Isotope technology. Used to study soil water content, origin of groundwater, age and movement (see Hydrological and Nuclear Technology).

Groundwater Hydrology Discipline Relationship

The formation and distribution of groundwater are closely related to the geology and geographical environment. Therefore, groundwater hydrology is related to geology and geography. The research of groundwater movement should be based on the basic theory of hydraulics and fluid mechanics. Probability theory and mathematical statistics are widely used in the analysis of groundwater dynamic data and groundwater prediction. Because groundwater hydrology studies groundwater from the perspective of hydrological cycle, it is closely related to climatology, surface hydrology, and soil science. Evaluation of groundwater quality using hydrochemistry and hydrogeology

Groundwater use classification diagram Learn knowledge. In addition, systematic analysis theory has been gradually adopted in the development and utilization of groundwater.

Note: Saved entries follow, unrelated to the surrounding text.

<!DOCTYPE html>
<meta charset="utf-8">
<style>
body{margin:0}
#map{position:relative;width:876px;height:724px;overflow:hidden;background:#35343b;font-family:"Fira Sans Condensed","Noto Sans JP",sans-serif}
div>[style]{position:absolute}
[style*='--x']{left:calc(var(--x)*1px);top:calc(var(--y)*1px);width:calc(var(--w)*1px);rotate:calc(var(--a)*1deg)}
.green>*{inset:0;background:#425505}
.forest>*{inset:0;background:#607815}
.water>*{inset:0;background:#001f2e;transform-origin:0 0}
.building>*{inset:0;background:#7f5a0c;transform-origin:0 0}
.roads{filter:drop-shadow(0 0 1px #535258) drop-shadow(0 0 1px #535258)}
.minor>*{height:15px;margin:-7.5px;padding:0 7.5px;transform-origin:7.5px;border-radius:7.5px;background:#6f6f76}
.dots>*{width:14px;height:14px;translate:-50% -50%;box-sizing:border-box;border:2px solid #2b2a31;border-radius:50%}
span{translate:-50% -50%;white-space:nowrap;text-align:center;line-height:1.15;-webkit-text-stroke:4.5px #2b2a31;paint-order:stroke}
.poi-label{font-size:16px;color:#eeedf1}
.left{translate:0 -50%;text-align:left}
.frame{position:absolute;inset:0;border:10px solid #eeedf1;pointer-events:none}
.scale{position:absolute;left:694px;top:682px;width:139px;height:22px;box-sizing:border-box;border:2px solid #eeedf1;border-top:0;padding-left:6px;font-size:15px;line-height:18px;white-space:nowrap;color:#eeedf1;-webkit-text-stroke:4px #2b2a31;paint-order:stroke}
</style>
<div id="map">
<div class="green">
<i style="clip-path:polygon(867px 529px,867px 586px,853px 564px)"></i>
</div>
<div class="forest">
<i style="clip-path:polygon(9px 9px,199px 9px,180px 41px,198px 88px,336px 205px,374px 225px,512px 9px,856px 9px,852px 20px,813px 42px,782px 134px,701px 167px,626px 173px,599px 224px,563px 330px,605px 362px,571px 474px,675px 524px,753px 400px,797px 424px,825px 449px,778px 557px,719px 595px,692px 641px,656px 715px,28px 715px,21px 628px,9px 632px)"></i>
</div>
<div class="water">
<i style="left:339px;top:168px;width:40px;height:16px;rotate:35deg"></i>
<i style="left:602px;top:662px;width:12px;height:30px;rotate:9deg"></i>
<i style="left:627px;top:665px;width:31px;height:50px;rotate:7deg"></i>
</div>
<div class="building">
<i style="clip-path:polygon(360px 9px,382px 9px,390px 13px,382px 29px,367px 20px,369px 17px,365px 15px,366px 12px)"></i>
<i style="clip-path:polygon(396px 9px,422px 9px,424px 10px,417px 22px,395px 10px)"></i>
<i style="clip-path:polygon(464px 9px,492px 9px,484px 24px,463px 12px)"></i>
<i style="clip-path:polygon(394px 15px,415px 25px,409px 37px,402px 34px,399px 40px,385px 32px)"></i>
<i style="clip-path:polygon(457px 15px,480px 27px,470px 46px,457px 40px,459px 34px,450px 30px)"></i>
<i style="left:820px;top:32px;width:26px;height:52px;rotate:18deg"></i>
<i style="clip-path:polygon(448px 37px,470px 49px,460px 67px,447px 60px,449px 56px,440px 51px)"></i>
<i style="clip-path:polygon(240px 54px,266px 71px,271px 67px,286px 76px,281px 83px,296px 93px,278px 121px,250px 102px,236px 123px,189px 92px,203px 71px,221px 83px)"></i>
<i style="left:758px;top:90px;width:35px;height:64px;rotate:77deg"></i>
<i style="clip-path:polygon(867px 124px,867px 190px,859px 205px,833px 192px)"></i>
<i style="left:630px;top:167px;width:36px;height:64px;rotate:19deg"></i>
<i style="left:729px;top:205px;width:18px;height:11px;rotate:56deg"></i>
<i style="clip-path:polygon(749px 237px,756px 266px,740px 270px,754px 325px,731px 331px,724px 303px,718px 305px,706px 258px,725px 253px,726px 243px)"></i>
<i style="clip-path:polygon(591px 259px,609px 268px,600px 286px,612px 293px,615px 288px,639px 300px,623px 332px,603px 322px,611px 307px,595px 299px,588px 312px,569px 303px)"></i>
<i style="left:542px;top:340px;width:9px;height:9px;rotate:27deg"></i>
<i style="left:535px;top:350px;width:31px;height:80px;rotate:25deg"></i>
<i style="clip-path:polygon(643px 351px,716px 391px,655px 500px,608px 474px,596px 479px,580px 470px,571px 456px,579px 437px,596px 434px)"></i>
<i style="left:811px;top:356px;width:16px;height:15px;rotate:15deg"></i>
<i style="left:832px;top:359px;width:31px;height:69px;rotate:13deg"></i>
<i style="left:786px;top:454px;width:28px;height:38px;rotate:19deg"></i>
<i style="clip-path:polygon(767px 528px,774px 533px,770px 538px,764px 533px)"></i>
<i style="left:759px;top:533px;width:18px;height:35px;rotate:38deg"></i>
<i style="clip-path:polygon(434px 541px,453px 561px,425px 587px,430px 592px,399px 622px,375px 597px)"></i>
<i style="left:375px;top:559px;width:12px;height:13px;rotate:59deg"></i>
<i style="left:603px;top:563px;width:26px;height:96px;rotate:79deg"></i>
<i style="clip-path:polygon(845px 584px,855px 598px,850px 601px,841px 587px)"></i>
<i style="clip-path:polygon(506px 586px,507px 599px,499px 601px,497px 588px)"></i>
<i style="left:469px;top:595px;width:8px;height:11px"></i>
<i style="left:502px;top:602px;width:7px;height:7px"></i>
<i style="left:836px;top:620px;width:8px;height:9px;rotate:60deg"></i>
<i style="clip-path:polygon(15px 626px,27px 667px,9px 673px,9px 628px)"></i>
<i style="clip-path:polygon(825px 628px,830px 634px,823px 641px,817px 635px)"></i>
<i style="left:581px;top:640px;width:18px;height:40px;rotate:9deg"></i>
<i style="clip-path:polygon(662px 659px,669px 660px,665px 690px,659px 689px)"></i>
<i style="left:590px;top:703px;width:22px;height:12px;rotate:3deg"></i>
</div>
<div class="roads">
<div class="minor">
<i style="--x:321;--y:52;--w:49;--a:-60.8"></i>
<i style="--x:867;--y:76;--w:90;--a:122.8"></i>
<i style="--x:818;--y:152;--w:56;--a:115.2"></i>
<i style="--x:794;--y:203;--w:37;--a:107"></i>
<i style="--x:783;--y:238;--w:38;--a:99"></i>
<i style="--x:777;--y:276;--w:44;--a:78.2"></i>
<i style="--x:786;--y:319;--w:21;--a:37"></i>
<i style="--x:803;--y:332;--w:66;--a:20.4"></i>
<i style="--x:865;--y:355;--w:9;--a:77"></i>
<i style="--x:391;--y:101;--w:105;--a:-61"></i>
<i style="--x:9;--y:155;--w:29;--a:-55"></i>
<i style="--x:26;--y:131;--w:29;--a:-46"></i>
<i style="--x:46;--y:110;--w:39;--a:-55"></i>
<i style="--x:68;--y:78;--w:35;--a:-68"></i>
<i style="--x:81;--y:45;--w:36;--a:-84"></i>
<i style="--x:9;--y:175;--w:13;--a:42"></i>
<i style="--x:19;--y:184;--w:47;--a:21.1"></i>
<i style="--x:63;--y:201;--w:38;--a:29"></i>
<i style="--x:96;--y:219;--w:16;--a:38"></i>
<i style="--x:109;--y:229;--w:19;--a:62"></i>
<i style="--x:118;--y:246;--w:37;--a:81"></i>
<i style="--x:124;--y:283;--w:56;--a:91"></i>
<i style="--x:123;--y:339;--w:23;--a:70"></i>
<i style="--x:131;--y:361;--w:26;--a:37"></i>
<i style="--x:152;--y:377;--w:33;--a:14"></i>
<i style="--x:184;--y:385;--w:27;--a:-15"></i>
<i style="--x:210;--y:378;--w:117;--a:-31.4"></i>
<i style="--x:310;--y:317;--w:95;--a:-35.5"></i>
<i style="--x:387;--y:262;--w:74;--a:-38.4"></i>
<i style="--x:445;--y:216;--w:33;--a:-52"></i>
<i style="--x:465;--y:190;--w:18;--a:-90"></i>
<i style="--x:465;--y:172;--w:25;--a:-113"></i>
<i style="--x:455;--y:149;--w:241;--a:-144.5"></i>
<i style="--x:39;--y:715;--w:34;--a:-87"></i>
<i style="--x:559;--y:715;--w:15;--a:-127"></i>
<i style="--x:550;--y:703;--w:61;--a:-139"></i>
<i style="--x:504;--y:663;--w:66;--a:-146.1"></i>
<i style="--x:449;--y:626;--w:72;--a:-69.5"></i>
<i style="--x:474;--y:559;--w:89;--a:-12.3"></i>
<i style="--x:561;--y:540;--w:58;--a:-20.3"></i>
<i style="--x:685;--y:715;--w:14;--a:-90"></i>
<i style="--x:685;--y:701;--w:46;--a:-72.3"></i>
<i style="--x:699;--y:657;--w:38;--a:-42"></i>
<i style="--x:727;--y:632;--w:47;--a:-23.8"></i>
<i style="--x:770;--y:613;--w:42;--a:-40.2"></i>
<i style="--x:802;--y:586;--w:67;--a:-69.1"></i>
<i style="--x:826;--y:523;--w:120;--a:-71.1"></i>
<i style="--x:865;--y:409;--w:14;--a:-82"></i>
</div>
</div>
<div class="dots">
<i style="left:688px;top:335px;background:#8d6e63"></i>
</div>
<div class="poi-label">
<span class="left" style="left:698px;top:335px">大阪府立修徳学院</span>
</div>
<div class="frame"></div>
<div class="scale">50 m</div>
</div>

There are some problems in groundwater hydrology, such as the conversion relationship between precipitation, surface water and groundwater. There are few studies on groundwater resources and their optimal development and management. Under complex hydrogeological conditions in large areas, there is no perfect way to determine aquifer parameters. Carrying out indoor and outdoor observation and experimental research on water balance factors, establishing new mathematical and physical models, and applying electronic computers and electrical simulation techniques may make progress in the above issues. In addition, more research is expected in the fields of dispersion of pollutants, temperature fields in aquifers, and dynamic laws and prediction of groundwater.